Hem tekrar derim: Nur şakirdleri gibi pek az zahmetle pek çok kıymettar hizmet ve pek çok manevî kazanç elde edenler tarihlerde görülmüyor. Ağır şerait altında bazen bir saat nöbet bir sene ibadet hükmüne geçtiği misillü, inşâallah Nurcuların hizmet-i imaniye ve Kur’aniyedeki saatleri yüzer saat hükmünde hayırlar kazandırır.

Umum kardeşlere ve hemşirelere selâm ve iki cihanda selâmetlerine dua eden ve dualarını isteyen kardeşiniz

***

Hakiki fedakâr Zübeyr, en lüzumlu ve hizmete şiddet-i ihtiyacım zamanında buraya imdadıma geldi. Yoksa Isparta’dan o sistemde birisini isteyecektim…

***

Aziz, sıddık kardeşlerim!

Evvela: Leyle-i Mi’racınızı tebrik ve içinde ettiğiniz duaların makbuliyetini rahmet-i İlahiyeden niyaz ederiz. Ve bu havalide Mi’rac Gecesinden bir gün evvel ve bir gün sonra müstesna bir surette rahmetin yağması işarettir ki bu vatanda bir umumî rahmet tecelli edecek, inşâallah.

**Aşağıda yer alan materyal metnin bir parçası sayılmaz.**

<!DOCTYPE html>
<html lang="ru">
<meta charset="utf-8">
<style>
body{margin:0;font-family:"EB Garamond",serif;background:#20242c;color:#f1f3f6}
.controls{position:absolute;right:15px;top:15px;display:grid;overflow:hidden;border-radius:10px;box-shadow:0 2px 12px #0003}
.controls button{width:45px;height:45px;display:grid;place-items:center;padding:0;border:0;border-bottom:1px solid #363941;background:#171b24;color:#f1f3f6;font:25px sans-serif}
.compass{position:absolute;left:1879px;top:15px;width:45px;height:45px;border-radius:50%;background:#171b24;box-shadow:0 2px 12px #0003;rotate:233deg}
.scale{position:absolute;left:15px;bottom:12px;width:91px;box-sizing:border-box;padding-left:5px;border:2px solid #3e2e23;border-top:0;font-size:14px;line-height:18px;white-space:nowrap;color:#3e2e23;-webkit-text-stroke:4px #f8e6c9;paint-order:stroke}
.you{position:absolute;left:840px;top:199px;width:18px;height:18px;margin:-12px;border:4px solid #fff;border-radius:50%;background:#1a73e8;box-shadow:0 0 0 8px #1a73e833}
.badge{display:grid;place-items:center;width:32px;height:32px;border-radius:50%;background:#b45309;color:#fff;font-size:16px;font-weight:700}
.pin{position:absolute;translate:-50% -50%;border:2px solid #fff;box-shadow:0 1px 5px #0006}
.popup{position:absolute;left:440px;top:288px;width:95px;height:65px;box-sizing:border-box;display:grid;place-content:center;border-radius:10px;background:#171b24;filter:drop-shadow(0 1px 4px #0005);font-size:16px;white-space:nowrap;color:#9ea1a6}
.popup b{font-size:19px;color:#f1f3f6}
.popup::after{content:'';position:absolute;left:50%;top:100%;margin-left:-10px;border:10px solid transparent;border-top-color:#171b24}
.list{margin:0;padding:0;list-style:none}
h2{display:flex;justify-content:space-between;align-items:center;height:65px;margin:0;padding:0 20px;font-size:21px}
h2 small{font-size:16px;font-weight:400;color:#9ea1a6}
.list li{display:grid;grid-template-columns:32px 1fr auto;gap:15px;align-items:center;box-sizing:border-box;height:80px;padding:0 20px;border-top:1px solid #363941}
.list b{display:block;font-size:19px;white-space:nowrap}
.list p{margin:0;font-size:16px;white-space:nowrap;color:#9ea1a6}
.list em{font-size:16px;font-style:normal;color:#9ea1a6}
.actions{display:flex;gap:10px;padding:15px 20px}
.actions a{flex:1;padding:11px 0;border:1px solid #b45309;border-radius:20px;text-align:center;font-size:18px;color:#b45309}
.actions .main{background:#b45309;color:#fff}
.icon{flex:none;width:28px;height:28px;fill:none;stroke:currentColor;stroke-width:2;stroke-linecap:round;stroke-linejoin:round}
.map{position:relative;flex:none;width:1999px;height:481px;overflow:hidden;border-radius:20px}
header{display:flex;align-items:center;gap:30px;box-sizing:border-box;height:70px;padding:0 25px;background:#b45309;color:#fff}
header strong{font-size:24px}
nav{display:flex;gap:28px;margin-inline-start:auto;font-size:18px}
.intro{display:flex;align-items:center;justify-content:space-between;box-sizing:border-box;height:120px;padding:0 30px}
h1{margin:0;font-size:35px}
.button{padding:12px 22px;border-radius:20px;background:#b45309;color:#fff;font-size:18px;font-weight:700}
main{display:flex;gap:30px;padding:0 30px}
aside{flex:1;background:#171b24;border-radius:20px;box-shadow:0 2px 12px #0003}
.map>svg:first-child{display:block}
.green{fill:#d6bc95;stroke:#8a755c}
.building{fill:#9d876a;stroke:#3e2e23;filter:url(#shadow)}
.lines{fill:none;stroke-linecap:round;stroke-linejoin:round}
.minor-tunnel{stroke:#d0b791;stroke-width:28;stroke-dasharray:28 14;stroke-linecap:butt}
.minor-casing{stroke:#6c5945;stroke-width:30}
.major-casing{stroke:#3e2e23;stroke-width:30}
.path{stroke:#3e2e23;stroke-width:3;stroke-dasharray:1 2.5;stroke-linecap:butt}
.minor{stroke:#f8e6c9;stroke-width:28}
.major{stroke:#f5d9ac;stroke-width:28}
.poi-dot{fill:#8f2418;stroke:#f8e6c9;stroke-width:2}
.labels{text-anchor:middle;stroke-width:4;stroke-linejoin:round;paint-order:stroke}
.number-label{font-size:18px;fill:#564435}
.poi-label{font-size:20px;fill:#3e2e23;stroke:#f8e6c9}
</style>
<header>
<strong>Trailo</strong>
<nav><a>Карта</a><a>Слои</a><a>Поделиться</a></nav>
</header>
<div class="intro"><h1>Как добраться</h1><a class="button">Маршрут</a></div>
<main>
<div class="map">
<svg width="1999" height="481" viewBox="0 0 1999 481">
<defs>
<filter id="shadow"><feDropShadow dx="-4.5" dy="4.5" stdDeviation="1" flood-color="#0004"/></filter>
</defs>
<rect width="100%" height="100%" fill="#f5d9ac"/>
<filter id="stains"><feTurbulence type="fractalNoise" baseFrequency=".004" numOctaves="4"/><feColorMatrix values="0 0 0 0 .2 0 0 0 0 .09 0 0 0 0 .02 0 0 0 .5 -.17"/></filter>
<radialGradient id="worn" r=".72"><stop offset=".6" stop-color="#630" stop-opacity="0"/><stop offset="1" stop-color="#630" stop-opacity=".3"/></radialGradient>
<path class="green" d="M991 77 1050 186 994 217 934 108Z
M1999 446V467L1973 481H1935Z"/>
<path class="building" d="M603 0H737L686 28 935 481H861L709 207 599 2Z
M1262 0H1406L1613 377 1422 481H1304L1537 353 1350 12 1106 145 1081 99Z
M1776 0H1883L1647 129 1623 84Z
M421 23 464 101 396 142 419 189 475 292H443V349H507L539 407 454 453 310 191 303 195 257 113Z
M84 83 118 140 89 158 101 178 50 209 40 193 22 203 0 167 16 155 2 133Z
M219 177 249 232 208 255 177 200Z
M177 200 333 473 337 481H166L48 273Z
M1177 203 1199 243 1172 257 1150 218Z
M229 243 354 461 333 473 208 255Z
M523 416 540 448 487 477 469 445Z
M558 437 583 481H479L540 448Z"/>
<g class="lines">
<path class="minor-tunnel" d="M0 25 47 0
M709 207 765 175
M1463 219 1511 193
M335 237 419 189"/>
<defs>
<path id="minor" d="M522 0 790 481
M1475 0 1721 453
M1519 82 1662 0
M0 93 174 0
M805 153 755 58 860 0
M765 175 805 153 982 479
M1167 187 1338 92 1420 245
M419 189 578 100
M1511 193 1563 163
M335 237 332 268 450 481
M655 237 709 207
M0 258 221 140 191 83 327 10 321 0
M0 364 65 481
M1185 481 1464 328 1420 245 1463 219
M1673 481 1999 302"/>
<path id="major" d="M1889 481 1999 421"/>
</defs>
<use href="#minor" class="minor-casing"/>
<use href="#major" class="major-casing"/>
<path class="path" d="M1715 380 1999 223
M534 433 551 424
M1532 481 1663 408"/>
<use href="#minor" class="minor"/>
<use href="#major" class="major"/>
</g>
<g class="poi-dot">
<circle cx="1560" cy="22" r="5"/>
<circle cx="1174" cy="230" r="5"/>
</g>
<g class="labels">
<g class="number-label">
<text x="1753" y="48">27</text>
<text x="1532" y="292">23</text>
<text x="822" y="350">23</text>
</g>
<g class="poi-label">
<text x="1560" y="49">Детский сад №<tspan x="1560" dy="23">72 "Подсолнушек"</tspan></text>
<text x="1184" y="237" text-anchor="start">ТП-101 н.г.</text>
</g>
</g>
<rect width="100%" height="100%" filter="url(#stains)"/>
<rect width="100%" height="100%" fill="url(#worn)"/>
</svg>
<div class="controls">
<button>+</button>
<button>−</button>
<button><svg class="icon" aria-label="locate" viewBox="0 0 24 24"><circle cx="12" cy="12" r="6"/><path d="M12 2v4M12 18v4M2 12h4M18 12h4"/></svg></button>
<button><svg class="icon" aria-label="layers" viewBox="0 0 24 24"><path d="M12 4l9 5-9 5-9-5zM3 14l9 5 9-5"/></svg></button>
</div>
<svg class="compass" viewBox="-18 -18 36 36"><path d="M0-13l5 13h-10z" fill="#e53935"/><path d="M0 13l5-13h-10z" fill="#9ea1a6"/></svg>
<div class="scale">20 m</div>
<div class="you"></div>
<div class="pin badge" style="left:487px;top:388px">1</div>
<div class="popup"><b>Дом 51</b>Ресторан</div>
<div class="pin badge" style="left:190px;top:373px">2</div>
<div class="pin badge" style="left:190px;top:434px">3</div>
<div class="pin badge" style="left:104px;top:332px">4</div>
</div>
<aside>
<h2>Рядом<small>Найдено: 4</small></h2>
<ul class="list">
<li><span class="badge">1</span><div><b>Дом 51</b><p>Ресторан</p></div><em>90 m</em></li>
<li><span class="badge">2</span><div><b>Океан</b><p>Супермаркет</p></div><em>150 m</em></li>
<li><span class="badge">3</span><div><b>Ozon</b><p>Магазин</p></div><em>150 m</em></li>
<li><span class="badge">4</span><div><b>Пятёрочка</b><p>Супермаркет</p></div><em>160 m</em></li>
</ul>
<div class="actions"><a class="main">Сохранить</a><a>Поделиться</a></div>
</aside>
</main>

Sâniyen: Van’daki eski talebelerimle ziyade alâkadar ve merak ettiğim ve bugünlerde Kastamonu’nun Süleyman Rüşdü’sü olan Çaycı Emin, Van’da bulunup o eski mübarek talebelerimin ellerine Nurların yetişmesine çalışması ve o mübarek eski kardeşlerimin hayatta olduklarını bilmediğim ve merak ettiğim ki beraber onların hayatta ve Nurlara müştak olduklarını mektubla haber vermesi, beni çok ziyade memnun eyledi. Ve çok ferahlı bir hüzün ve hazîn bir eski hatıra-i sürur verdi. Ben buradan oraya muhabere edemediğim için benim bedelime Safranbolu kahramanları muhabere etse iyi olur.